- Task goal
Using the listing below, copy exactly each line from the one that has "Find all text and symbols in the image above" through the one that has "Find all labels, markers"; omit the pictures.

- Stored data
● ● ● ● ● ● ●

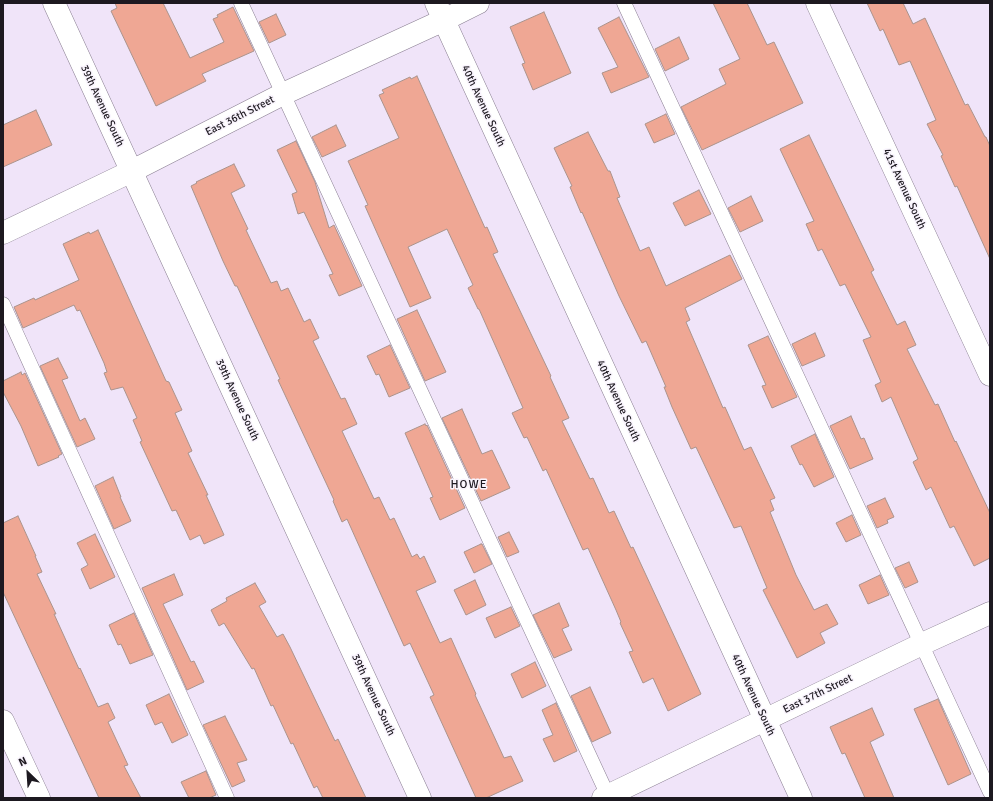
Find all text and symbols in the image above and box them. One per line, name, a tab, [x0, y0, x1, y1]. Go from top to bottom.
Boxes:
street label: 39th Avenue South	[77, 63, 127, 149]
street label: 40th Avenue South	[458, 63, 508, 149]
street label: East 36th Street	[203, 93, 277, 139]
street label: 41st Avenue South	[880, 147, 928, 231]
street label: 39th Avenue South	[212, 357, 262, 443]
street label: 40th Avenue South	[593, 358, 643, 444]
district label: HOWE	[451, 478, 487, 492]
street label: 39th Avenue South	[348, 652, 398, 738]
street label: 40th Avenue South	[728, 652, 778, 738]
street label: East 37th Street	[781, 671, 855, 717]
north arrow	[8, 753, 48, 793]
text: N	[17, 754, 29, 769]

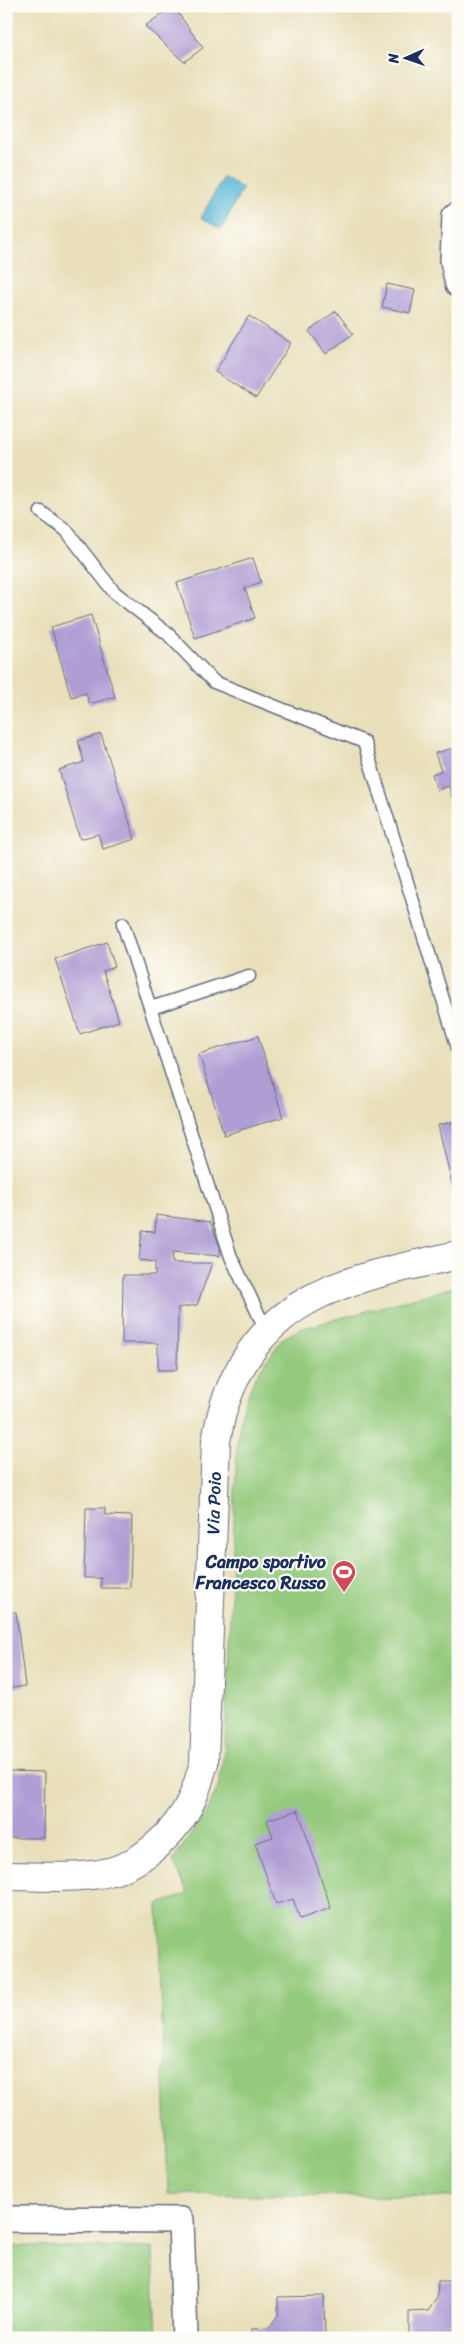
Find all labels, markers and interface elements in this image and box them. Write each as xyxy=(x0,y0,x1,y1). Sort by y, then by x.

● ● ● ● ● ● ●

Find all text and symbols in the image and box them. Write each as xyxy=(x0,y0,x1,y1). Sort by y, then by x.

● ● ● ● ● ● ●

- Task answer
Find all text and symbols in the image above and box them. One per line, name, a tab, [x0, y0, x1, y1]. Go from top to bottom.
Boxes:
street label: 39th Avenue South	[77, 63, 127, 149]
street label: 40th Avenue South	[458, 63, 508, 149]
street label: East 36th Street	[203, 93, 277, 139]
street label: 41st Avenue South	[880, 147, 928, 231]
street label: 39th Avenue South	[212, 357, 262, 443]
street label: 40th Avenue South	[593, 358, 643, 444]
district label: HOWE	[451, 478, 487, 492]
street label: 39th Avenue South	[348, 652, 398, 738]
street label: 40th Avenue South	[728, 652, 778, 738]
street label: East 37th Street	[781, 671, 855, 717]
north arrow	[8, 753, 48, 793]
text: N	[17, 754, 29, 769]

Find all labels, markers and interface elements in this image and box them. Write each as xyxy=(x0,y0,x1,y1). Sort by y, then by x.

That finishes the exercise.